1949年にスポーツ用シューズの製造技術の修行を始め、1949年に後のアシックスの前身となる鬼塚株式会社を設立。バスケットボール用シューズの製造販売を開始し順調に売り上げを伸ばし、、1964年の東京オリンピックで多くのメダリストたちの使用ブランドとして世界的知名度を獲得し、"オニツカタイガー"を世界的ブランドにまで押し上げた。に株式会社ジィティオ、ジェレンク株式会社と合併し、社名を株式会社アシックスに変更。創業社長となり、1992年からは死亡する2007年まで同社の会長職を務めた。2007年9月29日に心不全で死亡。没年89歳。

2012年
【死去】冴島奈緒【AV女優】グラビアモデルとして『11PM』等で活躍後の1987年に『冴島奈緒/FカップNo.1 奈緒の目覚め』でAV女優に転身、草創期に於けるAVアイドルとして、人気を博した。AV引退後はVシネマなどで女優活動の他、実業家としても多くの仕事を手がけた。
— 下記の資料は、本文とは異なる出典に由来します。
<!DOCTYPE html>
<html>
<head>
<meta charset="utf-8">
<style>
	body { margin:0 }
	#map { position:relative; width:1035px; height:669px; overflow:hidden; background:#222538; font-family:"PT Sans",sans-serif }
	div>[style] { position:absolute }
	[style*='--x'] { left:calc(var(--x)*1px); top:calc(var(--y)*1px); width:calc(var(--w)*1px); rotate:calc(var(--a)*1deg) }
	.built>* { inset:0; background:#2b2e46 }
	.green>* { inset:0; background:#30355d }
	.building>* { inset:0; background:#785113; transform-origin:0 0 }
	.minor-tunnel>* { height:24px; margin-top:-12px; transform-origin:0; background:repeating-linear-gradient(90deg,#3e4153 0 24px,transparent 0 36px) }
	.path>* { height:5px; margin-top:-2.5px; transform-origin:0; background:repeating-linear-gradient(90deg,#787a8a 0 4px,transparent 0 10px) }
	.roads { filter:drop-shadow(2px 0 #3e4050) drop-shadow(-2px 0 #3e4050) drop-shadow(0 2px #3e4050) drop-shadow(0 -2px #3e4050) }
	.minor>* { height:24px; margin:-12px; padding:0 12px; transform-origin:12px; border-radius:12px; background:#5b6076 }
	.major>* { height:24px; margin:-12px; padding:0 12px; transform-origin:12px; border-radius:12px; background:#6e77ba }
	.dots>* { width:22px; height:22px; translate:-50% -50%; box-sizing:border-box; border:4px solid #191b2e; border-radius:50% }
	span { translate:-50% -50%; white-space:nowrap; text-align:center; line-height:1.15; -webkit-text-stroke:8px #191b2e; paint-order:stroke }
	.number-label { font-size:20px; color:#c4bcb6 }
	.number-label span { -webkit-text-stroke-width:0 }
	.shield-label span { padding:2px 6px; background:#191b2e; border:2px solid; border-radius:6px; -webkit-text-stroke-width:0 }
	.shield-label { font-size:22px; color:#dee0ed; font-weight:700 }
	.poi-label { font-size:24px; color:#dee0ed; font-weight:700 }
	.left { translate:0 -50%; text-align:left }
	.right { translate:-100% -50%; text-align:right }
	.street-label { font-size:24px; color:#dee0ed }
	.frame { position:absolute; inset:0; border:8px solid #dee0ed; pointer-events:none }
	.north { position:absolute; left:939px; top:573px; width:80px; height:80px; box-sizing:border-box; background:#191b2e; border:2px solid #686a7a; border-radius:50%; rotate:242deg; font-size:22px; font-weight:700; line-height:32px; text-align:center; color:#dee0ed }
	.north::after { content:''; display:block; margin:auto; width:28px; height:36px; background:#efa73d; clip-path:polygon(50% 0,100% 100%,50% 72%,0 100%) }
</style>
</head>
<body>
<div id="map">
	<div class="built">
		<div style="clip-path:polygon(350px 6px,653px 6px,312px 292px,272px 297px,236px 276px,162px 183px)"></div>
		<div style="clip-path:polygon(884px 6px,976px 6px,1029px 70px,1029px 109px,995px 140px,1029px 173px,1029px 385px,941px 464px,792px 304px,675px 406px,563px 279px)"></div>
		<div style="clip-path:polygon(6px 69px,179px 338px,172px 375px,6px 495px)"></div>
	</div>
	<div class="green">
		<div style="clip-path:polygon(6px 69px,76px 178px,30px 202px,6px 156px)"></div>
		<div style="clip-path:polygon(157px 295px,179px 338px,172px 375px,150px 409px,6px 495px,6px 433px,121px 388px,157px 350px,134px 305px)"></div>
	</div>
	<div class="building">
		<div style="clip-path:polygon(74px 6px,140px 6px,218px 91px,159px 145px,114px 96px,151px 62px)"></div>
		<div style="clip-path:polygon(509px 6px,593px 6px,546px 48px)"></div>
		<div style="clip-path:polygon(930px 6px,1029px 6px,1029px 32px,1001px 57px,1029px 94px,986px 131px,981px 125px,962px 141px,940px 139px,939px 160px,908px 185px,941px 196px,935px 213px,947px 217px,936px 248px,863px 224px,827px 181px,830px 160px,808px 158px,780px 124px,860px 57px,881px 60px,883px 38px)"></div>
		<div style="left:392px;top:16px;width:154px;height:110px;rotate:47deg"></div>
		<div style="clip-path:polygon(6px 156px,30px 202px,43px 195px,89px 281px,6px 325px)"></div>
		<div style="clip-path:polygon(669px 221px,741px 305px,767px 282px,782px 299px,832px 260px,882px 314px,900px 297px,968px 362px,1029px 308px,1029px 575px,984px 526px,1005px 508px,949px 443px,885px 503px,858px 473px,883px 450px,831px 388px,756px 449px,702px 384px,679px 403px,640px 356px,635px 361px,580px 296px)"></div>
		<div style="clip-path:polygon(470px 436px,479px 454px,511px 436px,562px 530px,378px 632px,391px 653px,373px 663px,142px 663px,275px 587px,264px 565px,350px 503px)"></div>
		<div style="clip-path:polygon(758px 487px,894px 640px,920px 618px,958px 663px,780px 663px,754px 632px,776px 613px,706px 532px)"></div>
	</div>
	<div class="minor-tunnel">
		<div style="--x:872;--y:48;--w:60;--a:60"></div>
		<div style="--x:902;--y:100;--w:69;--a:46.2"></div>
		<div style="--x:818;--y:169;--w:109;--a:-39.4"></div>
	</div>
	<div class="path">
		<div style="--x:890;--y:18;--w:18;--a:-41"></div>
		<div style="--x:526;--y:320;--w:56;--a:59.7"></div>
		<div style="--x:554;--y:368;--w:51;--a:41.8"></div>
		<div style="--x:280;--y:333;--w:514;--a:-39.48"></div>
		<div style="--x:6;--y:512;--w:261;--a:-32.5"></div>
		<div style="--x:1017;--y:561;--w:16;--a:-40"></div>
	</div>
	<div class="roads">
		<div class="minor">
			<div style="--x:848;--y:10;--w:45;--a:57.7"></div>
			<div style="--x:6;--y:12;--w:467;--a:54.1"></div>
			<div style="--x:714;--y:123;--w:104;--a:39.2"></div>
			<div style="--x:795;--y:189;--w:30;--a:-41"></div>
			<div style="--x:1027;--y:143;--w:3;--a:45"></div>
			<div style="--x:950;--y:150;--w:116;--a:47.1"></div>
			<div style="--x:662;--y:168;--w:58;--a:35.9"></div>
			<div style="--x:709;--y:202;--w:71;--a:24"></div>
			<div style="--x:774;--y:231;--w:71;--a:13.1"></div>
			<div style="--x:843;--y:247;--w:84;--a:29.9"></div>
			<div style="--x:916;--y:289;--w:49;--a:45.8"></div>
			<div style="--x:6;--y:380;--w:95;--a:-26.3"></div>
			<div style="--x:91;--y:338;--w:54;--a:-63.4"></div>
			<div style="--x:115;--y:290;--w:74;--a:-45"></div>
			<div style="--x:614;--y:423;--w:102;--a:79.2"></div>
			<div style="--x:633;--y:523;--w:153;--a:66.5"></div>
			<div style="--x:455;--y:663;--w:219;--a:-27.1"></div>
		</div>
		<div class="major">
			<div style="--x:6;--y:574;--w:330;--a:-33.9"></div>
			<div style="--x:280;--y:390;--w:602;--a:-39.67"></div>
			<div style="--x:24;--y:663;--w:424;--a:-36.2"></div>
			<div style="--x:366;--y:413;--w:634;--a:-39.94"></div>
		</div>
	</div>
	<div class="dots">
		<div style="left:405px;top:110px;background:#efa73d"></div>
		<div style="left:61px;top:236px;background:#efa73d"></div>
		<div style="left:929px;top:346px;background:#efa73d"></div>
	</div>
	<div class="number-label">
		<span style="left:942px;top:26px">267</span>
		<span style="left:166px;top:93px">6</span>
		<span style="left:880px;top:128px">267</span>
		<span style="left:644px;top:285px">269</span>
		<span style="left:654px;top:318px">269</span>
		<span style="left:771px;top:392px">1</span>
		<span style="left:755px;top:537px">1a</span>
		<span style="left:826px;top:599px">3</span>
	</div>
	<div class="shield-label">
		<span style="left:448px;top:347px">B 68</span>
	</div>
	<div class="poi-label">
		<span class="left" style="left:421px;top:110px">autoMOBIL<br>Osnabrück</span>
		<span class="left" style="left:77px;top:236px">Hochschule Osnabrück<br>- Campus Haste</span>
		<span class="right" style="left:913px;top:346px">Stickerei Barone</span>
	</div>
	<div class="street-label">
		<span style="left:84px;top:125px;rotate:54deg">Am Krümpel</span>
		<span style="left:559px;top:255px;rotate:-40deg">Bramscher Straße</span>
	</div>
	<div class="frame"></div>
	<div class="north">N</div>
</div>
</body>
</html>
晩年はガンで5年ほど闘病したが、44歳で死亡。
2013年
【死去】山崎豊子【小説家】毎日新聞社の記者出身の小説家。同じく小説家の井上靖は同社所属時の上司に当たる。実写映像化された代表作『白い巨塔』『華麗なる一族』『沈まぬ太陽』等の社会派の大作で知られ、生涯現役であり続けた。『週刊新潮』誌上で『約束の海』を連載中に緊急入院し、呼吸不全で死去。没年89歳。
2017年
【死亡】槐柳二【俳優・声優】

劇団テアトル・エコーに所属した俳優であり、早くから声優として活躍した人物。『仮面ライダーアマゾン』のモグラ獣人、アニメ『天才バカボン』のレレレのおじさん役など、特徴的な役柄で存在感を発揮した。2017年9月29日にうっ血性心不全で89歳没。